ASSIGNMENT
A single number is the answer: how many lines of the entries contain the word "linecap"?

BEGIN PROVIDED ENTRIES

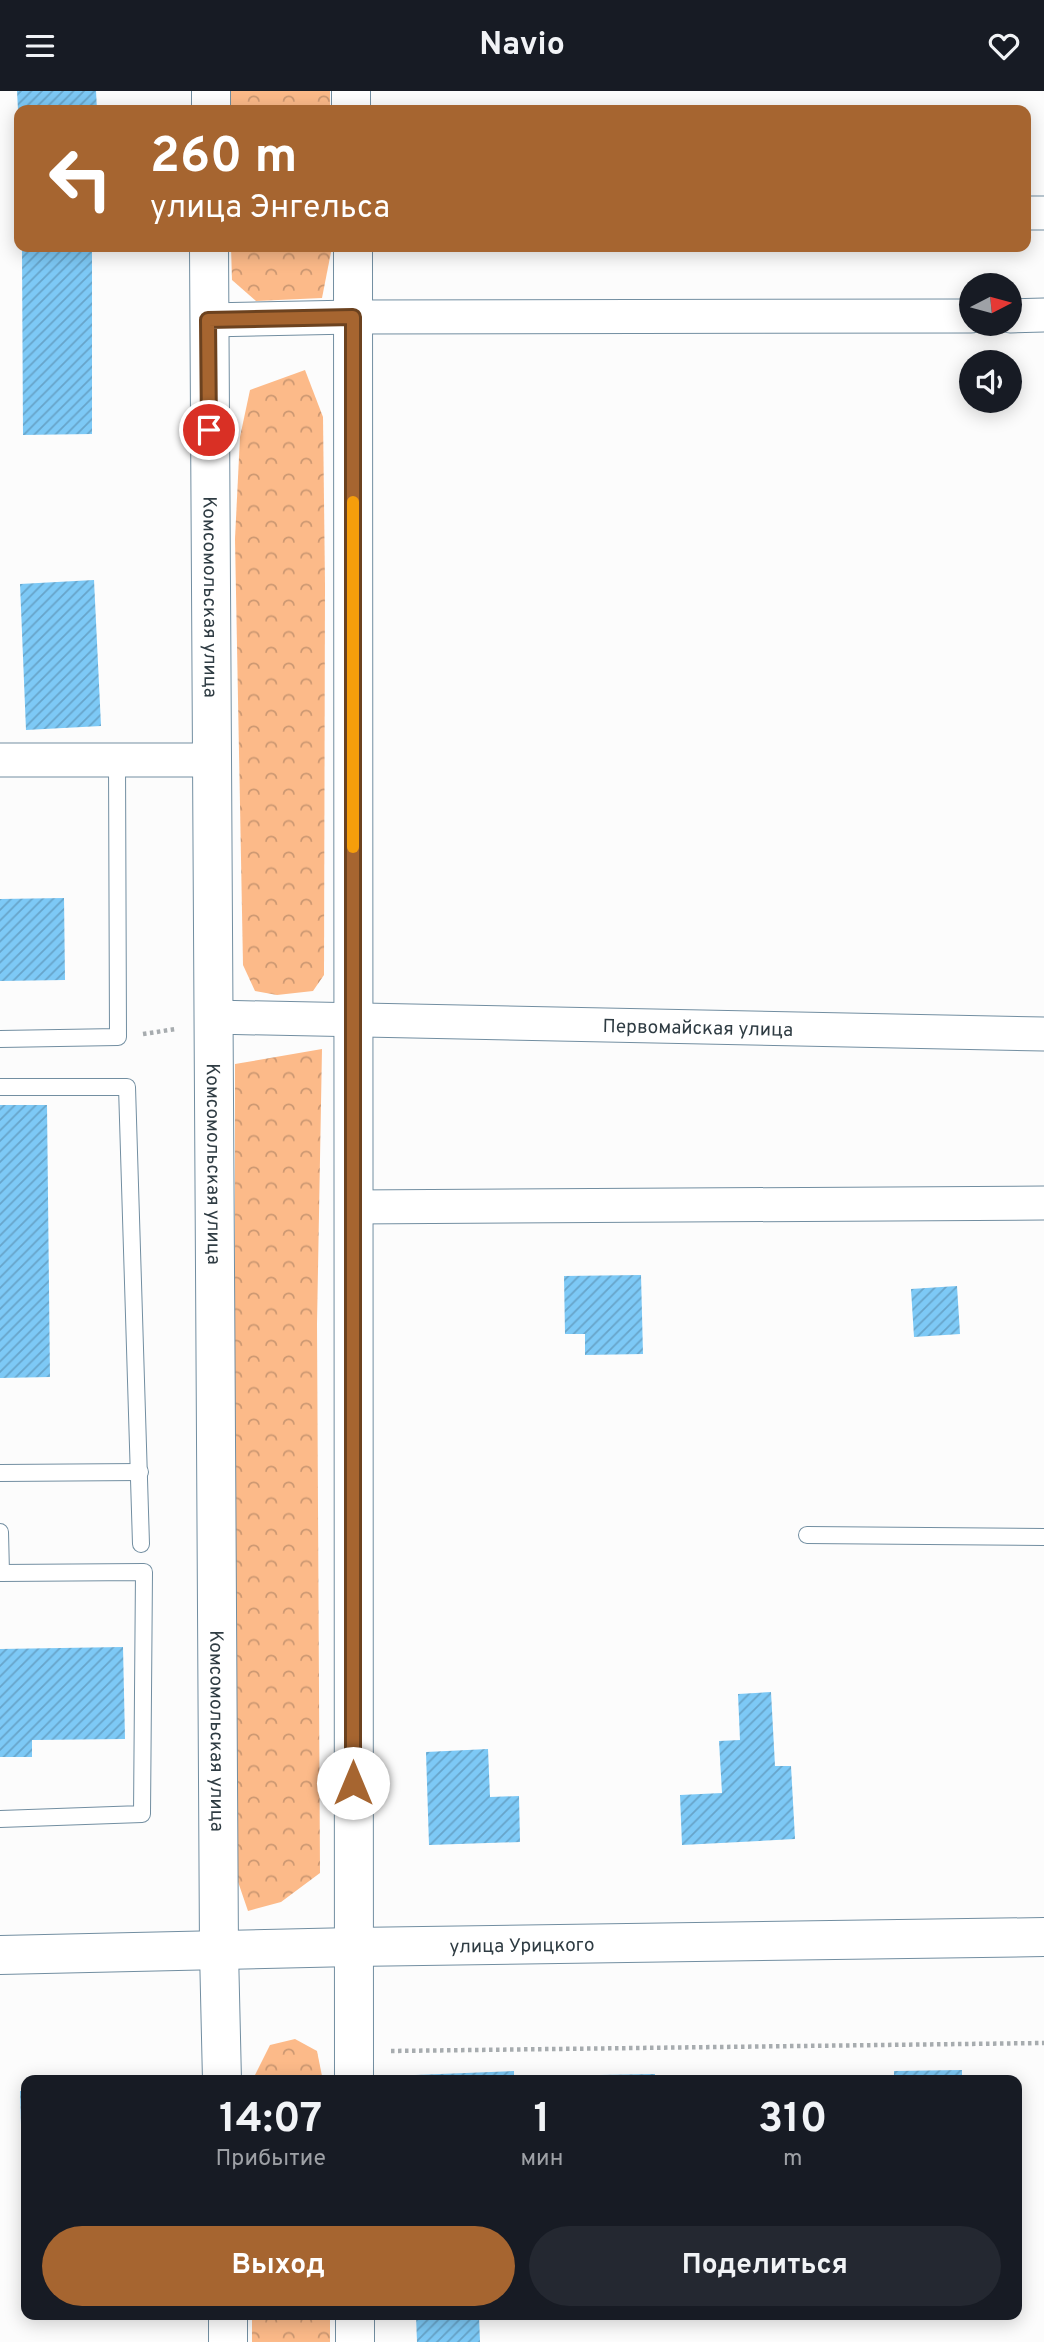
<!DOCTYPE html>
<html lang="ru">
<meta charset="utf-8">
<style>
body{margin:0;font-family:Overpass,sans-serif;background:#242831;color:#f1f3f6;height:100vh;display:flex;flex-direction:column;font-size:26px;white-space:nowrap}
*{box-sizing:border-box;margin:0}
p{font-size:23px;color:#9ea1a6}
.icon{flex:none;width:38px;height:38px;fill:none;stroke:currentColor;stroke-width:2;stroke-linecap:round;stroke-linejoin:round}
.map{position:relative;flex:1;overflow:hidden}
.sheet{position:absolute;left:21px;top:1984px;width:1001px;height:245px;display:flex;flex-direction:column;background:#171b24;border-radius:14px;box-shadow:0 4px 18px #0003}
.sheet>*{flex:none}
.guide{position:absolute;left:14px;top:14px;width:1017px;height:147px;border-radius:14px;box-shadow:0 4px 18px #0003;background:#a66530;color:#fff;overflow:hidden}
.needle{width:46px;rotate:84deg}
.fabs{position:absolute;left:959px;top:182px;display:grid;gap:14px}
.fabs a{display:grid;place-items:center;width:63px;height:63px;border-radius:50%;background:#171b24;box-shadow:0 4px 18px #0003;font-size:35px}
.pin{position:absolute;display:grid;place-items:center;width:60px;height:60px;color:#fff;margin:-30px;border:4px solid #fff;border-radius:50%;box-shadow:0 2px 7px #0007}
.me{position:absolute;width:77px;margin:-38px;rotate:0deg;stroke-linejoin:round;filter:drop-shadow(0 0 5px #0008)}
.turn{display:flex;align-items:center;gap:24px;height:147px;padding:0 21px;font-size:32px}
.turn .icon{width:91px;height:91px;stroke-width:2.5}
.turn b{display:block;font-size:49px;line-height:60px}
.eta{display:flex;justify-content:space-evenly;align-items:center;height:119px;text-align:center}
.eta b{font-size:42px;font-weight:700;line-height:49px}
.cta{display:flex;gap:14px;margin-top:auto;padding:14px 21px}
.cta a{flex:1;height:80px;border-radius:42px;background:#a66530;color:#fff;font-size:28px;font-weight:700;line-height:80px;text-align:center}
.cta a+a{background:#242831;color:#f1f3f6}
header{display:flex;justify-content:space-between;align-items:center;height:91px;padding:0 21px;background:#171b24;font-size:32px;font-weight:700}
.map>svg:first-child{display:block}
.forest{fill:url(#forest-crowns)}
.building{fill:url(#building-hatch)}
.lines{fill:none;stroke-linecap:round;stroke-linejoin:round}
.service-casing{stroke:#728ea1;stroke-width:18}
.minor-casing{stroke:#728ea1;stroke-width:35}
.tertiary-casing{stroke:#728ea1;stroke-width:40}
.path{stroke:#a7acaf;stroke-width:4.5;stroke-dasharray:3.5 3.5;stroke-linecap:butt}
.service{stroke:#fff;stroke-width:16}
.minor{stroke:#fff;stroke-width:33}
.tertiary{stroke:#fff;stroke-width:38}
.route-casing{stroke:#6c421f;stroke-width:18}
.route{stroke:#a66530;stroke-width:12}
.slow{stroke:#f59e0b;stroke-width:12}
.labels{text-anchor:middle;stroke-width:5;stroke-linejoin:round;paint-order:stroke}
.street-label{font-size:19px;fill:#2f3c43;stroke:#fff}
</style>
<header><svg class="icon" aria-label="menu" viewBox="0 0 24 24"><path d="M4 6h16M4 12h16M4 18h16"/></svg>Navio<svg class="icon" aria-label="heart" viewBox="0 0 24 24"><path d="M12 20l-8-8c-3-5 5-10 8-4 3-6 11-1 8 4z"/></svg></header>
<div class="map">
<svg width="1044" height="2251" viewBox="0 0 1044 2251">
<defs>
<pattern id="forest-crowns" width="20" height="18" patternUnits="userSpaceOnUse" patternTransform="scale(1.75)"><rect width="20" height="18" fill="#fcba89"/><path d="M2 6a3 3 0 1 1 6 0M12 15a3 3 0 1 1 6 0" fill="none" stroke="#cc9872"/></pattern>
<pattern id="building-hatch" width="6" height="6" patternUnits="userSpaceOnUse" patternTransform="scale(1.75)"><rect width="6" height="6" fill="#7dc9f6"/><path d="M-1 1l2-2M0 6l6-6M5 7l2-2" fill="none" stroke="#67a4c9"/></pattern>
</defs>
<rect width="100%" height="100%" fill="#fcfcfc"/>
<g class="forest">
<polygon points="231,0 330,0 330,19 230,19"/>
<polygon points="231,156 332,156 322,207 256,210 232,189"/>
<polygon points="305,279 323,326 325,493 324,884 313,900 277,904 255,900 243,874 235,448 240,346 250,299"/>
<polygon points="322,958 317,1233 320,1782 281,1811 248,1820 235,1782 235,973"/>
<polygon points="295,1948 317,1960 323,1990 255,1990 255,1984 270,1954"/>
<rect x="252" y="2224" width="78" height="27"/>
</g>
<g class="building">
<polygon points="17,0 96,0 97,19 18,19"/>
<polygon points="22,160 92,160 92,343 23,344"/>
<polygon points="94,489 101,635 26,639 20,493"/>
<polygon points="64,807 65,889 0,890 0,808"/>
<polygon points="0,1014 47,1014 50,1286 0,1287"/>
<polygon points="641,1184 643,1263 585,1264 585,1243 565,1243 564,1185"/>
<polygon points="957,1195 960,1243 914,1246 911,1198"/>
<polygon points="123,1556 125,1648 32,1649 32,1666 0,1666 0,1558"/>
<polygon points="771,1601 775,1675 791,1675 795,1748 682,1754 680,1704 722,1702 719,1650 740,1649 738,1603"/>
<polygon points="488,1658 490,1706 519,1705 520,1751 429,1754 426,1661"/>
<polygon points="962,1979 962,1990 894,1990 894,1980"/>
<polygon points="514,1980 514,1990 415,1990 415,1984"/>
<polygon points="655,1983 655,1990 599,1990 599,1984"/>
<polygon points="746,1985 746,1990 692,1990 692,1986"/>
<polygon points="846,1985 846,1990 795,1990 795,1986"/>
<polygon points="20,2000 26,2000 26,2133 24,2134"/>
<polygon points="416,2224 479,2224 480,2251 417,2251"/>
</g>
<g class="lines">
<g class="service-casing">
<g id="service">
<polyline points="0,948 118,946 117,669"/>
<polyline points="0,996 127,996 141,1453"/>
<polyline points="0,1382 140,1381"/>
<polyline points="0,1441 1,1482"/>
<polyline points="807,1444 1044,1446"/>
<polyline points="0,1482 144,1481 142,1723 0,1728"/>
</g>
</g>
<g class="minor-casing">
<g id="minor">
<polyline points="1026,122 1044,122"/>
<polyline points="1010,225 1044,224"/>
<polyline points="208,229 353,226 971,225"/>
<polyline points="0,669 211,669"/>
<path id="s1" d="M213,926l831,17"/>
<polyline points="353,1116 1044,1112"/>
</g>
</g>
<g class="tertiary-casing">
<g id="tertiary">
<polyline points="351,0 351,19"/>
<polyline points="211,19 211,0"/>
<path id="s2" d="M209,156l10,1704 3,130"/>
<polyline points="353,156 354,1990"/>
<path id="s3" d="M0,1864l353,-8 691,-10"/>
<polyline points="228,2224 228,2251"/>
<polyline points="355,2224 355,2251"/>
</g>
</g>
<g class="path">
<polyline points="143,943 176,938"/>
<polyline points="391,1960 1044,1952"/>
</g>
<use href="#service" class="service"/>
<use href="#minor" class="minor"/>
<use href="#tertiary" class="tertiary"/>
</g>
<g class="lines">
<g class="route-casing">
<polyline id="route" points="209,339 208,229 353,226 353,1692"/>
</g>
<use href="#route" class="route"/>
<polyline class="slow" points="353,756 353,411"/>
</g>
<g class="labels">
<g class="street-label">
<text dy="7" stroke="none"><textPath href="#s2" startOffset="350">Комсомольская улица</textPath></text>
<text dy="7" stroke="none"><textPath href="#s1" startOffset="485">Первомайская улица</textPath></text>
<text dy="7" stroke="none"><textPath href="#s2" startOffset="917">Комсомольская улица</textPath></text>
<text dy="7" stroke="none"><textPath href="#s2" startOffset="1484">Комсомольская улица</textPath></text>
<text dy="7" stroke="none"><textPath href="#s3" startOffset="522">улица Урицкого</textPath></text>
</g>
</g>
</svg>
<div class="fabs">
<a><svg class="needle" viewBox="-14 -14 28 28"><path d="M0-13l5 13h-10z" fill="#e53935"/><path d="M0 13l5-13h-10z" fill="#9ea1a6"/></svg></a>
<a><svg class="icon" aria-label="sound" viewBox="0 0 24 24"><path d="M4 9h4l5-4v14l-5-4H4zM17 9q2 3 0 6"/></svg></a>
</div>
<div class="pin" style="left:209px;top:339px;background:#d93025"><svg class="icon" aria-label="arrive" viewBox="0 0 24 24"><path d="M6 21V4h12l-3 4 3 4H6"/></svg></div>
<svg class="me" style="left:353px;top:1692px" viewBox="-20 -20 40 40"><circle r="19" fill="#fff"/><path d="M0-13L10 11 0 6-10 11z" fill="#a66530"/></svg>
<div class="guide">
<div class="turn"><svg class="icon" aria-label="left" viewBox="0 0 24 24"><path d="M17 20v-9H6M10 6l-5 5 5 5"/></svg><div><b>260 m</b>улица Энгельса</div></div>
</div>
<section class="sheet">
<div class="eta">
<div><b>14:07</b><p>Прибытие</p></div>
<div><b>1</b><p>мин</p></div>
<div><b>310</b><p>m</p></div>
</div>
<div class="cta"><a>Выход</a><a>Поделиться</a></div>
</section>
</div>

END PROVIDED ENTRIES

SOLUTION TO THIS EXERCISE
3